TASK DIRECTIONS: Without altering a word, return the records below, but exclude the pictures.

Saved entries:
####
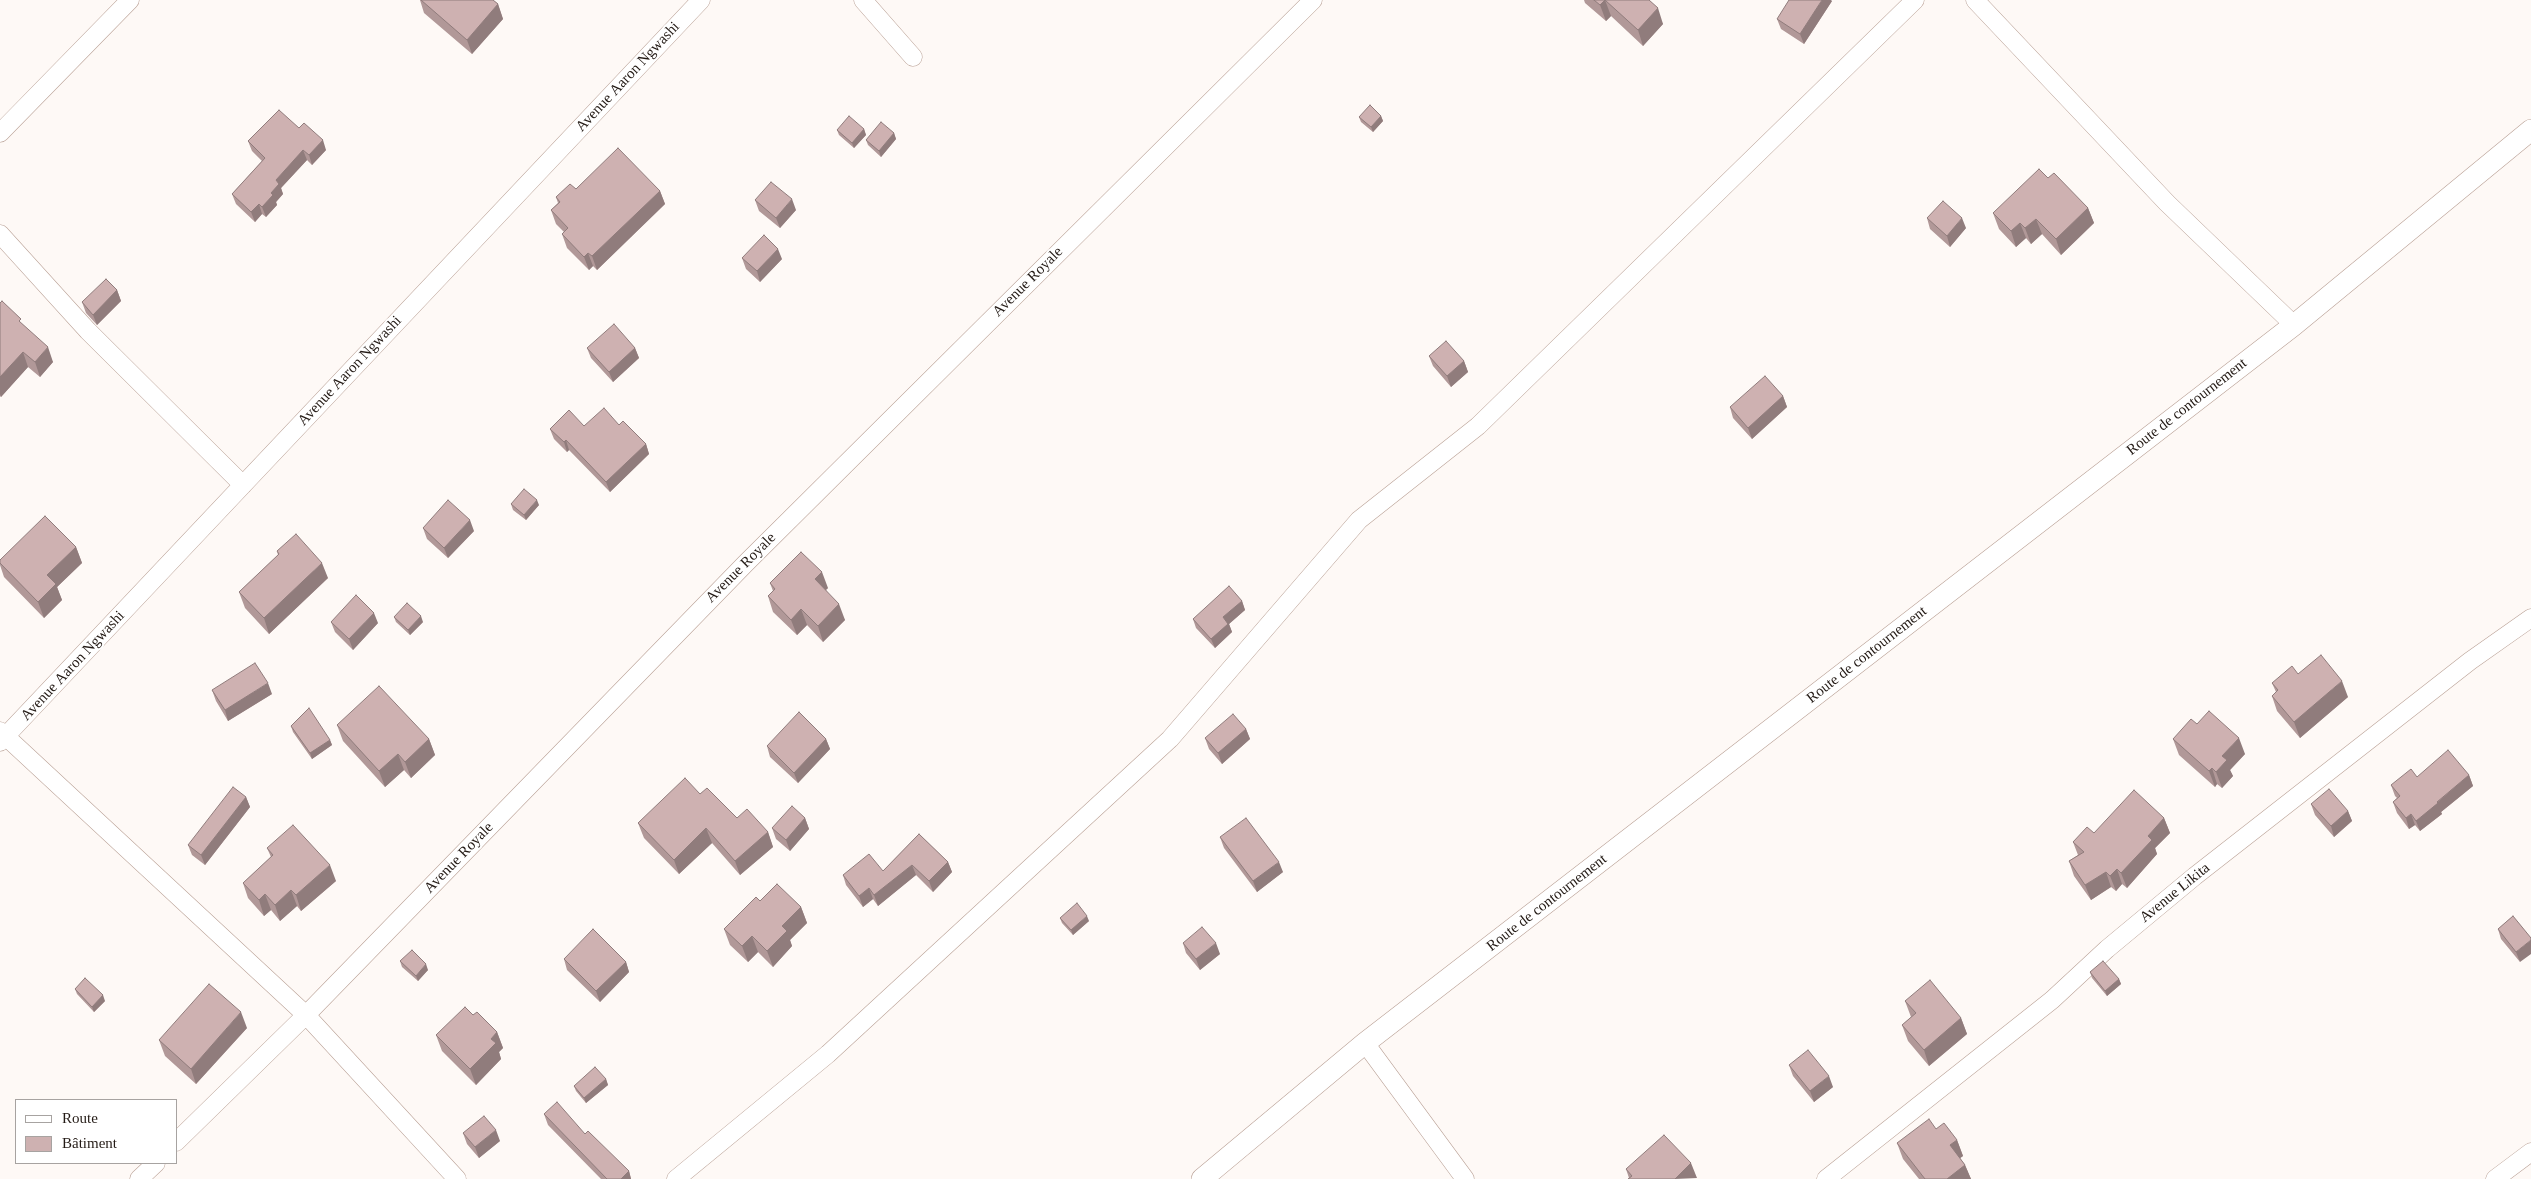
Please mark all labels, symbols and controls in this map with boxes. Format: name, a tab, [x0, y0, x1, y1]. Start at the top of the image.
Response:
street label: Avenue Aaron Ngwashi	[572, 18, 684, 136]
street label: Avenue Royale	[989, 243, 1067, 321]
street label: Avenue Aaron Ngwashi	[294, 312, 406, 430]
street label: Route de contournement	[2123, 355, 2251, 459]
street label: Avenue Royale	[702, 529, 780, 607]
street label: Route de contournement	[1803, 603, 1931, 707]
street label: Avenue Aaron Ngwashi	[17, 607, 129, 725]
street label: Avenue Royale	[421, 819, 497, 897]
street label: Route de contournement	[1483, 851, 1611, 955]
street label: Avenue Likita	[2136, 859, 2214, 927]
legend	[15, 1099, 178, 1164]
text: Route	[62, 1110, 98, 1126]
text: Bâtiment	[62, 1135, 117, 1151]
####
YOUR RESPONSE:
Please mark all labels, symbols and controls in this map with boxes. Format: name, a tab, [x0, y0, x1, y1]. Start at the top of the image.
Response:
street label: Avenue Aaron Ngwashi	[572, 18, 684, 136]
street label: Avenue Royale	[989, 243, 1067, 321]
street label: Avenue Aaron Ngwashi	[294, 312, 406, 430]
street label: Route de contournement	[2123, 355, 2251, 459]
street label: Avenue Royale	[702, 529, 780, 607]
street label: Route de contournement	[1803, 603, 1931, 707]
street label: Avenue Aaron Ngwashi	[17, 607, 129, 725]
street label: Avenue Royale	[421, 819, 497, 897]
street label: Route de contournement	[1483, 851, 1611, 955]
street label: Avenue Likita	[2136, 859, 2214, 927]
legend	[15, 1099, 178, 1164]
text: Route	[62, 1110, 98, 1126]
text: Bâtiment	[62, 1135, 117, 1151]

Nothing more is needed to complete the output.